While Berkovits limits his argument to the issue of halakhic development, Hartman’s canvass is much broader. It encompasses a phenomenology of much of Jewish religious life and teaching. The book remains, then, a passionately argued and authentically documented defense of a humanistic, pluralistic, flexible, and creative reading of traditional Judaism. Programmatically, then, it serves as an apologia for Modern or Centrist Orthodoxy. This position is clearly under siege today, both in Israel and in America. If anything, the current wave of fundamentalism in religion reflects a preference for the temper of submission and self-denial which Hartman rejects. This contemporary style in religion, together with Hartman’s critique of much of Soloveitchik’s theology, will unquestionably render this volume suspect in the eyes of precisely those of Hartman’s confreres who could benefit most from his inquiry. If this is, indeed, the outcome, the Jewish theologically concerned community as a whole will be the loser.

But, if for no other reason, this book should be studied and taught for its concluding chapter, “The Third Jewish Commonwealth.” Here, Hartman applies his reading of Judaism to the new challenges posed by the creation of the State of Israel. He insists that even if we reject, as he does, a simplistic reading of the rebirth of Israel in messianic terms as reflecting God’s overt intervention in history, this event can yet exert extraordinary religious influence on the life of the community. Economic, social, and political issues, the moral quality of the army, the exercise of power moderated by moral sensitivity, can all be brought under the purview of Torah.
In fact, Israel also exposes the moral and spiritual inadequacies in the Jewish tradition and can thus provide ” . . . unique conditions for a serious critique of Judaism as it is practiced by commited halakhic Jews” (p.294).

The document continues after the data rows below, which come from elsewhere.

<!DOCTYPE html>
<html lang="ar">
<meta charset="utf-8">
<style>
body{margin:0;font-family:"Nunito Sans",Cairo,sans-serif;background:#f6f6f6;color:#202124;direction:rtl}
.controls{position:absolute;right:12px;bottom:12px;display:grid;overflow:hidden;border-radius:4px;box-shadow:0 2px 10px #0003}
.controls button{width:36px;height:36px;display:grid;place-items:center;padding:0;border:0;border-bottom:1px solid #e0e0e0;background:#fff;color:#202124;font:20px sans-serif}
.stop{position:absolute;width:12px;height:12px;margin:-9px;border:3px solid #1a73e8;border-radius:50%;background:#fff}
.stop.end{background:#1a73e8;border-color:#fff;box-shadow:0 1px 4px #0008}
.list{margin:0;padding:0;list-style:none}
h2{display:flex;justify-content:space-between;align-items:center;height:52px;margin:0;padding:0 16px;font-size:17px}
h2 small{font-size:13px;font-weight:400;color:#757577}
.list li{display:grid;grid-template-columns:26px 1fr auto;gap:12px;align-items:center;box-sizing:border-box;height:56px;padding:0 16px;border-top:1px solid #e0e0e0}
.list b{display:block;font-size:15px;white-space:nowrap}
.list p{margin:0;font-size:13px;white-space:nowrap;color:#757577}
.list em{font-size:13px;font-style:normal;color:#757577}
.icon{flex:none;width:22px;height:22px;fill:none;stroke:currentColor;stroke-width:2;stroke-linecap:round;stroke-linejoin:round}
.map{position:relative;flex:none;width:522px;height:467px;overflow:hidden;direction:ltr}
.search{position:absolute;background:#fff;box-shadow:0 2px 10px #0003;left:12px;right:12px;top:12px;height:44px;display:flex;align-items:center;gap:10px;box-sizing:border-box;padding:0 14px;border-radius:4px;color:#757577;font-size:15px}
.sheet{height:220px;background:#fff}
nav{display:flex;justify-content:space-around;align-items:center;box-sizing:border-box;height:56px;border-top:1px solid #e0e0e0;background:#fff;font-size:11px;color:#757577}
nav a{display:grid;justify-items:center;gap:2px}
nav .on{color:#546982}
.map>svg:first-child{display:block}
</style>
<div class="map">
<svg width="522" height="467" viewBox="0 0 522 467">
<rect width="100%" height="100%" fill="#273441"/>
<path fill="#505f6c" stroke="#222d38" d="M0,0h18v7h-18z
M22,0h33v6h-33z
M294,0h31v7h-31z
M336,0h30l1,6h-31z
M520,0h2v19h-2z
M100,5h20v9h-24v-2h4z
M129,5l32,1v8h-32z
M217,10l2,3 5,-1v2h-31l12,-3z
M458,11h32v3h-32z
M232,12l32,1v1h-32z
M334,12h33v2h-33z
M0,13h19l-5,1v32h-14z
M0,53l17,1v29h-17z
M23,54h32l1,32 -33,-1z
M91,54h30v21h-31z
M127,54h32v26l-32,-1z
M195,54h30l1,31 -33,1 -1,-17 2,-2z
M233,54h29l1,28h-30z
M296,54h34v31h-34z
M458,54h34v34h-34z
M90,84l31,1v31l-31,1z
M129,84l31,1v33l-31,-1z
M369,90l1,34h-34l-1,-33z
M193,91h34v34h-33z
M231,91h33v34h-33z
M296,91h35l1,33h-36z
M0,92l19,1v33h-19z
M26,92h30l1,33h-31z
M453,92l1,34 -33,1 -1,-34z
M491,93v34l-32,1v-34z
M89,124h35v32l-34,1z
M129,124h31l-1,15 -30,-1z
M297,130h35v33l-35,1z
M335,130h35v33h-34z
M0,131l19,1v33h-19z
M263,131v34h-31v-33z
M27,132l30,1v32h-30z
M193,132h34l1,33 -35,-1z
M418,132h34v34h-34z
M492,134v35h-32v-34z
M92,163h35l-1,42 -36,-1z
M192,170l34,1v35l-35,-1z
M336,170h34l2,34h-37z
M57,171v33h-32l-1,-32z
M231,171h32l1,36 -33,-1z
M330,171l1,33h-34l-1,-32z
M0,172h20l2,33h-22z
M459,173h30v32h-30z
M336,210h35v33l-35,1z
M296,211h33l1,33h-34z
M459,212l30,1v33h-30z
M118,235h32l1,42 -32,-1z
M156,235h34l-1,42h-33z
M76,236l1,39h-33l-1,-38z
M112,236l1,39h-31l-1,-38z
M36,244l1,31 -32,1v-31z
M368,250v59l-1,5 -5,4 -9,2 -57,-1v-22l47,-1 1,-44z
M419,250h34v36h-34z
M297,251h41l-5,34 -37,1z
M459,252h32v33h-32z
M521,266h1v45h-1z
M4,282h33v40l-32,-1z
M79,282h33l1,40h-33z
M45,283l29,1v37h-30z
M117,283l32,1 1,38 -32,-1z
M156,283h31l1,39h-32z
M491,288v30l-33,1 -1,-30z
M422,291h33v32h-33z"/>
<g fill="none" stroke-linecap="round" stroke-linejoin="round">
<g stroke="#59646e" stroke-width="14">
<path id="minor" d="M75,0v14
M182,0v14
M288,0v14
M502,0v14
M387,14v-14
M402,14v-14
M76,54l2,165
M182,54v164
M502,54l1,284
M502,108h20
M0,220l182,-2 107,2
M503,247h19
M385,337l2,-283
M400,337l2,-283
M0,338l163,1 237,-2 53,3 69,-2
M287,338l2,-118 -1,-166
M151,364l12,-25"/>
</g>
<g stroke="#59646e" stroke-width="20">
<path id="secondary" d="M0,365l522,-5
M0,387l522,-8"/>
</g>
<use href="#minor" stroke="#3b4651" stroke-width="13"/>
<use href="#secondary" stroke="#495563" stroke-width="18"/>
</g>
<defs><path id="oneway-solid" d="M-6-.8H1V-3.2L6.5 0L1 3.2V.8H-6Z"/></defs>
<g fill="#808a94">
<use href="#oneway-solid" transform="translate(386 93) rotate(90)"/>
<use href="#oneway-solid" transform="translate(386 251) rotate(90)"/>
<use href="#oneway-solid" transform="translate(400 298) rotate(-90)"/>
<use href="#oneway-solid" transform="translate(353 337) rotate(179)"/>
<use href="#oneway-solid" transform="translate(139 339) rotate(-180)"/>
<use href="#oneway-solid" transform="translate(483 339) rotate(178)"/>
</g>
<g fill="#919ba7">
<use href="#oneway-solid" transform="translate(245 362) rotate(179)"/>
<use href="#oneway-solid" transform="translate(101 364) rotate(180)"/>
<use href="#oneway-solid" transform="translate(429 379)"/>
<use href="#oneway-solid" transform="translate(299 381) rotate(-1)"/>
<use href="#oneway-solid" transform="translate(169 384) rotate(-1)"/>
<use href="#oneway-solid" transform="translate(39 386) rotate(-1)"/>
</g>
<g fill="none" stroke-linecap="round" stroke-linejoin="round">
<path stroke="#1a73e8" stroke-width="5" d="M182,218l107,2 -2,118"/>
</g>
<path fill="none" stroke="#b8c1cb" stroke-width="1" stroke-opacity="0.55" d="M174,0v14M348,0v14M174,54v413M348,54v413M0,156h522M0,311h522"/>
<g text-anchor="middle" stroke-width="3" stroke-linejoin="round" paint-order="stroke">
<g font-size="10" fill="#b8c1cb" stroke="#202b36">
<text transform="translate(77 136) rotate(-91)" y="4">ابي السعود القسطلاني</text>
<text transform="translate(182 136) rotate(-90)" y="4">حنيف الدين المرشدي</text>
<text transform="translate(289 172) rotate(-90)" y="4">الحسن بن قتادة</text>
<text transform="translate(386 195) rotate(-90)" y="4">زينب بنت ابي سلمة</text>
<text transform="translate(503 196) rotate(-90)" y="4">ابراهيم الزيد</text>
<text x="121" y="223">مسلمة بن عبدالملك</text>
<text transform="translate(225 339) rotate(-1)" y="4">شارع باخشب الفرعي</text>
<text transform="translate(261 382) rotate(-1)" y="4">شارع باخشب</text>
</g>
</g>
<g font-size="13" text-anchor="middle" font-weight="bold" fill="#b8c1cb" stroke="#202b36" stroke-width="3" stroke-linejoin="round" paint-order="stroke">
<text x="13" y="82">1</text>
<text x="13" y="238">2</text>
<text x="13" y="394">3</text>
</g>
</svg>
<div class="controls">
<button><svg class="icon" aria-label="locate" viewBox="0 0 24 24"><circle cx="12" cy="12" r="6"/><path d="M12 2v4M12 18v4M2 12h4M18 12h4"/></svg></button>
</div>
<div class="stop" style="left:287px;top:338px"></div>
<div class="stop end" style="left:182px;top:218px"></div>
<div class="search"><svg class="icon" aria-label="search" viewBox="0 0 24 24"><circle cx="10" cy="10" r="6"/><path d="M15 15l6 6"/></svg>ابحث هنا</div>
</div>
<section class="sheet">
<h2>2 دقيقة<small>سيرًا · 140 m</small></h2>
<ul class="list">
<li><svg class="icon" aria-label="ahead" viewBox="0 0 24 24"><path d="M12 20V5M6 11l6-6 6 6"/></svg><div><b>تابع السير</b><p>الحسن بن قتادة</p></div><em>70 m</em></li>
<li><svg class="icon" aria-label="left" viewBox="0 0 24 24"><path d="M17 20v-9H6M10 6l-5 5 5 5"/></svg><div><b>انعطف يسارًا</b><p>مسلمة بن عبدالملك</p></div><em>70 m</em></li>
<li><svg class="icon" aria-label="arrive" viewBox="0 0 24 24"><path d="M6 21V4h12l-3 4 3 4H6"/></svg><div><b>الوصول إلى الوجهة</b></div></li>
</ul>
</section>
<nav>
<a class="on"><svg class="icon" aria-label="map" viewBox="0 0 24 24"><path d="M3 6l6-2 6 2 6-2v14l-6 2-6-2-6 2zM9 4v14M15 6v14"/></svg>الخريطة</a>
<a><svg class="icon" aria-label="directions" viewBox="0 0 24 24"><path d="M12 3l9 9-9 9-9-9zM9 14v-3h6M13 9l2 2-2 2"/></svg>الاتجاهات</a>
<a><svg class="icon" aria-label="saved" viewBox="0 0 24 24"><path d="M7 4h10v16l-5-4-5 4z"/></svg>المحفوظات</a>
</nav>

Not unexpectedly, then, Hartman calls for a thoroughgoing re-evaluation of the place of religion and halakhah in Israeli life. But even beyond this, the chapter provides the most compelling argument for the Jew’s throwing his lot in with Israel in a direct and personal way, not, as the usual Zionist rhetoric has it, because diaspora Judaism is doomed, but, rather, because Israel provides the broadest possible canvass for Judaism’s engagement with modernity.

From Neil Gilman, ” The exciting future of Jewish theology, Judaism, Spring 1990, Vol. 39, Issue 2.

One response to “David Hartman Part III

  1. As part of the homework, we should (re)read Lawrence Kaplan’s article in the February 2010 Modern Judaism: “From Cooperation to Conflict: Rabbi Professor Emanuel Rackman, Rav Joseph B. Soloveitchik, and the Evolution of American Modern Orthodoxy”.

    Soloveitchik/Rackman 1950 vs. 1975 is instructive to looking at Hartman 1985 vs. 2011; particularly in light of Chapter 5 in the new book (which footnotes Kaplan’s article).